Items listed in a dataset
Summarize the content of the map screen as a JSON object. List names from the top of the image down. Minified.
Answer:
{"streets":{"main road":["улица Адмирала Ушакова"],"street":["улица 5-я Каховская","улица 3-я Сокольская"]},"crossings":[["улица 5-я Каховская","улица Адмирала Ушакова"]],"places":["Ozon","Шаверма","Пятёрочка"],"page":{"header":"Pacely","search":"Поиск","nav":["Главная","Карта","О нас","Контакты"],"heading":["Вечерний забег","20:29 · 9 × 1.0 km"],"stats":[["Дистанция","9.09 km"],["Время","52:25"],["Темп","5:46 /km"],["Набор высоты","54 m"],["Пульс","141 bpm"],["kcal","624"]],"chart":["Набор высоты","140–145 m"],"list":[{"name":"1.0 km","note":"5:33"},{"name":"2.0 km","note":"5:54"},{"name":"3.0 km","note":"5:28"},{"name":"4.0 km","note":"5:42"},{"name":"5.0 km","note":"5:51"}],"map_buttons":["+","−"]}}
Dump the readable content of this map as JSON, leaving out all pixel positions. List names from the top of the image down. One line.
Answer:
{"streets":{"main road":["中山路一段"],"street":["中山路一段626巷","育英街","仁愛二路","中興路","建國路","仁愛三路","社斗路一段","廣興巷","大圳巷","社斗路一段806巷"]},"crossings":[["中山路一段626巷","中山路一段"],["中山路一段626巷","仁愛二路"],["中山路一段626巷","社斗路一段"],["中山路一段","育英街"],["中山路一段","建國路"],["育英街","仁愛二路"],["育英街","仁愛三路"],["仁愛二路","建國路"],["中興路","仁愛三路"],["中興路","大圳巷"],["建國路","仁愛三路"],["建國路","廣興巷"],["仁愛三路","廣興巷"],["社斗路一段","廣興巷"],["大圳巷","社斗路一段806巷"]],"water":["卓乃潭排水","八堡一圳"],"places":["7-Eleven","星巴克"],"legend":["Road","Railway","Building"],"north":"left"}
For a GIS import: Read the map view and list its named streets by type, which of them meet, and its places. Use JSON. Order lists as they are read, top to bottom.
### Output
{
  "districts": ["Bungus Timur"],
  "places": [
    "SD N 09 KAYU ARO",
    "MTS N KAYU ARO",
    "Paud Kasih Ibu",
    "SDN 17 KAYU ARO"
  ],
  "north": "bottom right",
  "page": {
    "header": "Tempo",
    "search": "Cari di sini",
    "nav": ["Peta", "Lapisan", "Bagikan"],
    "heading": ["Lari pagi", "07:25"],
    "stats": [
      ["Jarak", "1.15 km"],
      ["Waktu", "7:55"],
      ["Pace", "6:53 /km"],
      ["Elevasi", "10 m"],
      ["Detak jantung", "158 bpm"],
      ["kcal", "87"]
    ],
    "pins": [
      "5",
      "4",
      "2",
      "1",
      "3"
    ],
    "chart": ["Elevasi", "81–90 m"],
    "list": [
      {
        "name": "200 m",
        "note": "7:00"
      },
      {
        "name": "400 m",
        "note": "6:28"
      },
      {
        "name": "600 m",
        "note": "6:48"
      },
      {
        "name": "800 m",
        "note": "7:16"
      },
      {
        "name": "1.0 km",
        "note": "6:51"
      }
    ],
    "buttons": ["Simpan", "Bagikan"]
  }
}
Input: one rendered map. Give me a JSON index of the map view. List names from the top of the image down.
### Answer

TASK STATEMENT — Look through the entries for the string "down". Every line that has it belongs in the answer.

COMPLETED TASK —
Summarize the content of the map screen as a JSON object. List names from the top of the image down. Minified.
Dump the readable content of this map as JSON, leaving out all pixel positions. List names from the top of the image down. One line.
Input: one rendered map. Give me a JSON index of the map view. List names from the top of the image down.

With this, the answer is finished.